Una morte che si poteva evitare. La storia di Ilaria Parimbelli, la 28enne di Dalmine scomparsa il 1° agosto 2021, dopo due anni di calvario, a causa di un’encefalite erpetica non diagnosticata per tempo, è tornata in Aula.

Medico a processo, chiesta la condanna

La pm Maria Esposito ha chiesto la condanna a 1 anno e 6 mesi per il medico, F.B. 63 anni, accusato di responsabilità colposa medica e omicidio colposo (la sentenza è prevista per il 25 febbraio, ndr). Era lui, infatti, in turno al Pronto soccorso del Policlinico San Marco di Zingonia il 23 settembre 2019 quando Ilaria vene accompagnata dai genitori con sintomi di un malessere. Aveva febbre, mal di testa, vomito ed era stata preda di allucinazioni. Il medico, però, non formula una diagnosi, la dimette con semplice “ansia”, ma il 26 settembre Ilaria accede al Pronto soccorso del Papa Giovanni XXIII di Bergamo dove le viene diagnosticata un’encefalite erpetica. Le conseguenze di una cura tardiva la condannano a due anni di supplizio conclusi nell’estate 2021 con la sua scomparsa quando aveva ancora tutta la vita davanti.

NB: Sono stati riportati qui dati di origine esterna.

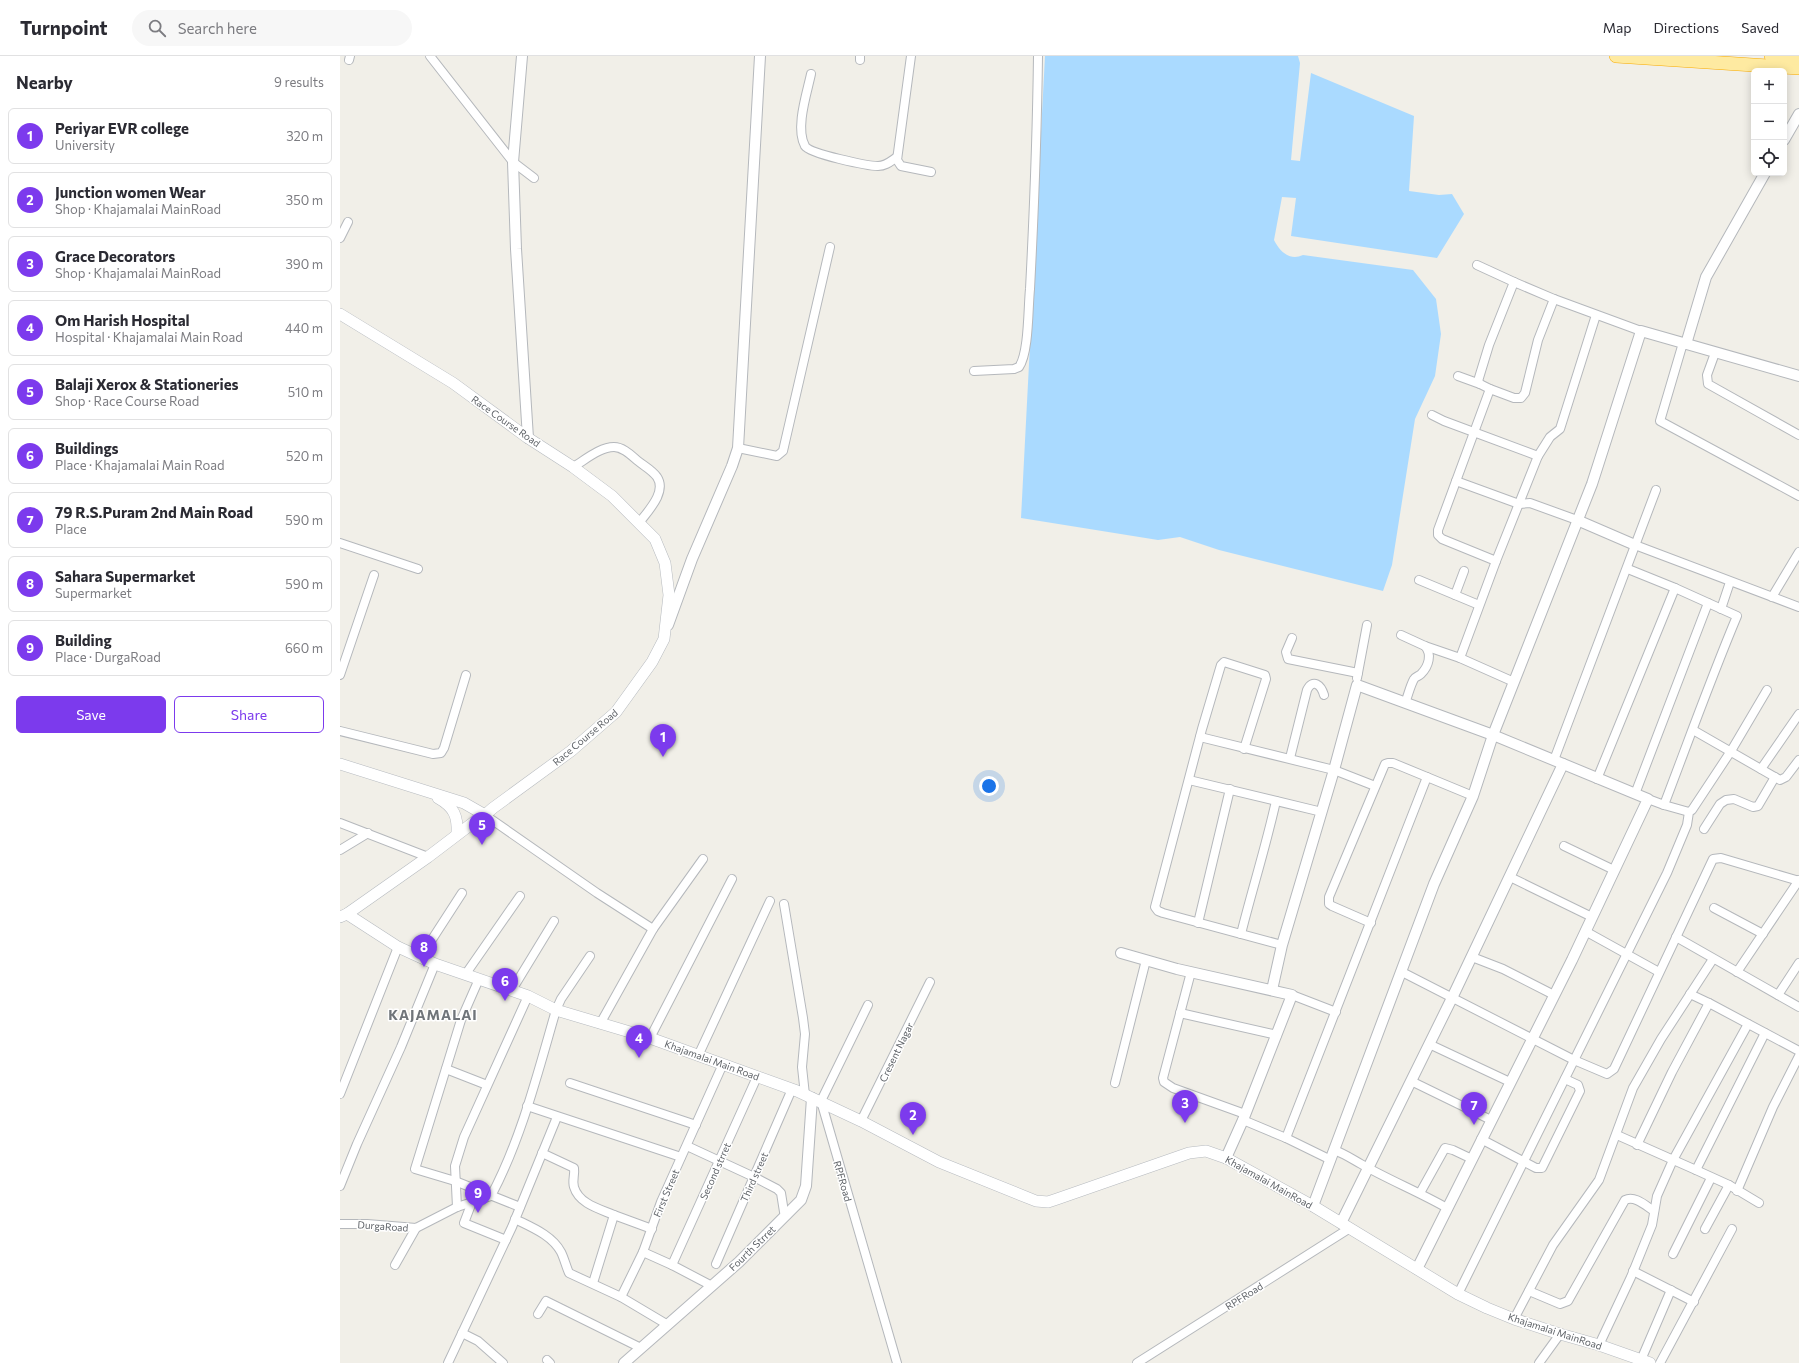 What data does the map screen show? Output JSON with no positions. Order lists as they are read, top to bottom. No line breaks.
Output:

“Sarebbe bastato un esame in più”

Il “collegamento diretto” per la pm è evidente: viene inoltre sottolineata l’assenza di richiesta di ulteriori esami. Una tac, un consulto specialistico con un neurologo, un elettroencefalogramma avrebbero potuto ragionevolmente identificare il problema. A quel punto sarebbe bastata la somministrazione di “Aciclovir”, un farmaco antivirale di facile reperimento e costo contenuto e il destino di Ilaria sarebbe potuto essere molto diverso.
Una posizione sostenuta anche da Oliviero Mazza, legale della famiglia di Ilaria, per la quale è stato chiesto anche un risarcimento economico. L’avvocato Massimo Cordiano, che assiste il medico, ha parlato di “condotta censurabile”, ma punta sull’effettiva possibilità di somministrare il farmaco in quel momento alla presenza di sintomi che – come nel caso delle allucinazioni – non erano più presenti.